Work to complete
Within the records, find every line that includes the word "Breldiar" and copy it.

Data for processing

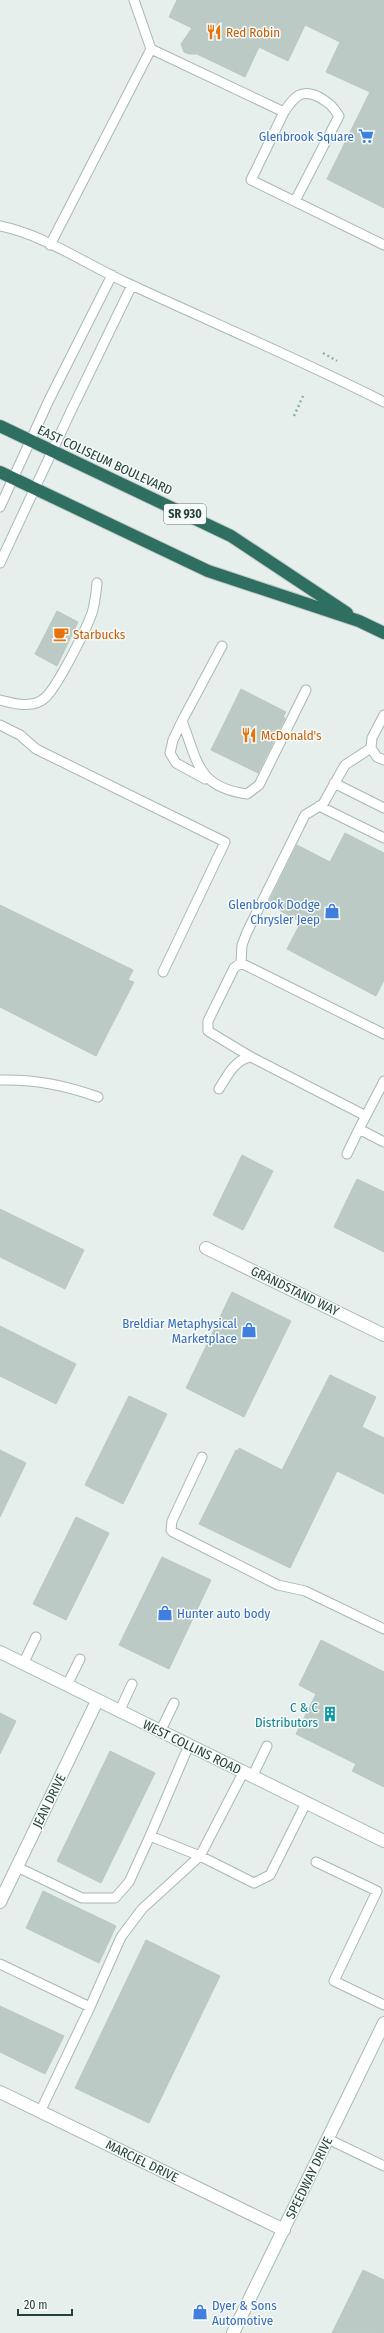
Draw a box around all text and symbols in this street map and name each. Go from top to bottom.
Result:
restaurant icon: Red Robin [205,23,223,41]
place label: Red Robin [226,25,280,40]
supermarket icon: Glenbrook Square [357,127,375,145]
place label: Glenbrook Square [259,129,354,144]
street label: EAST COLISEUM BOULEVARD [35,422,175,498]
road number: SR 930 [164,504,206,524]
cafe icon: Starbucks [52,625,70,643]
place label: Starbucks [73,627,126,642]
restaurant icon: McDonald's [240,726,258,744]
place label: McDonald's [261,728,322,743]
place label: Glenbrook Dodge Chrysler Jeep [228,897,320,927]
shop icon: Glenbrook Dodge Chrysler Jeep [323,902,341,920]
street label: GRANDSTAND WAY [249,1263,342,1319]
place label: Breldiar Metaphysical Marketplace [122,1316,238,1346]
shop icon: Breldiar Metaphysical Marketplace [240,1321,258,1339]
shop icon: Hunter auto body [156,1604,174,1622]
place label: Hunter auto body [177,1606,270,1621]
place label: C & C Distributors [255,1700,318,1730]
building icon: C & C Distributors [321,1705,339,1723]
street label: WEST COLLINS ROAD [141,1717,243,1777]
street label: JEAN DRIVE [30,1772,68,1830]
street label: SPEEDWAY DRIVE [283,2135,335,2221]
street label: MARCIEL DRIVE [103,2137,181,2185]
scale bar [18,2291,72,2317]
text: 20 m [24,2298,48,2312]
place label: Dyer & Sons Automotive [212,2298,277,2328]
shop icon: Dyer & Sons Automotive [191,2303,209,2321]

Solved exercise
place label: Breldiar Metaphysical Marketplace [122,1316,238,1346]
shop icon: Breldiar Metaphysical Marketplace [240,1321,258,1339]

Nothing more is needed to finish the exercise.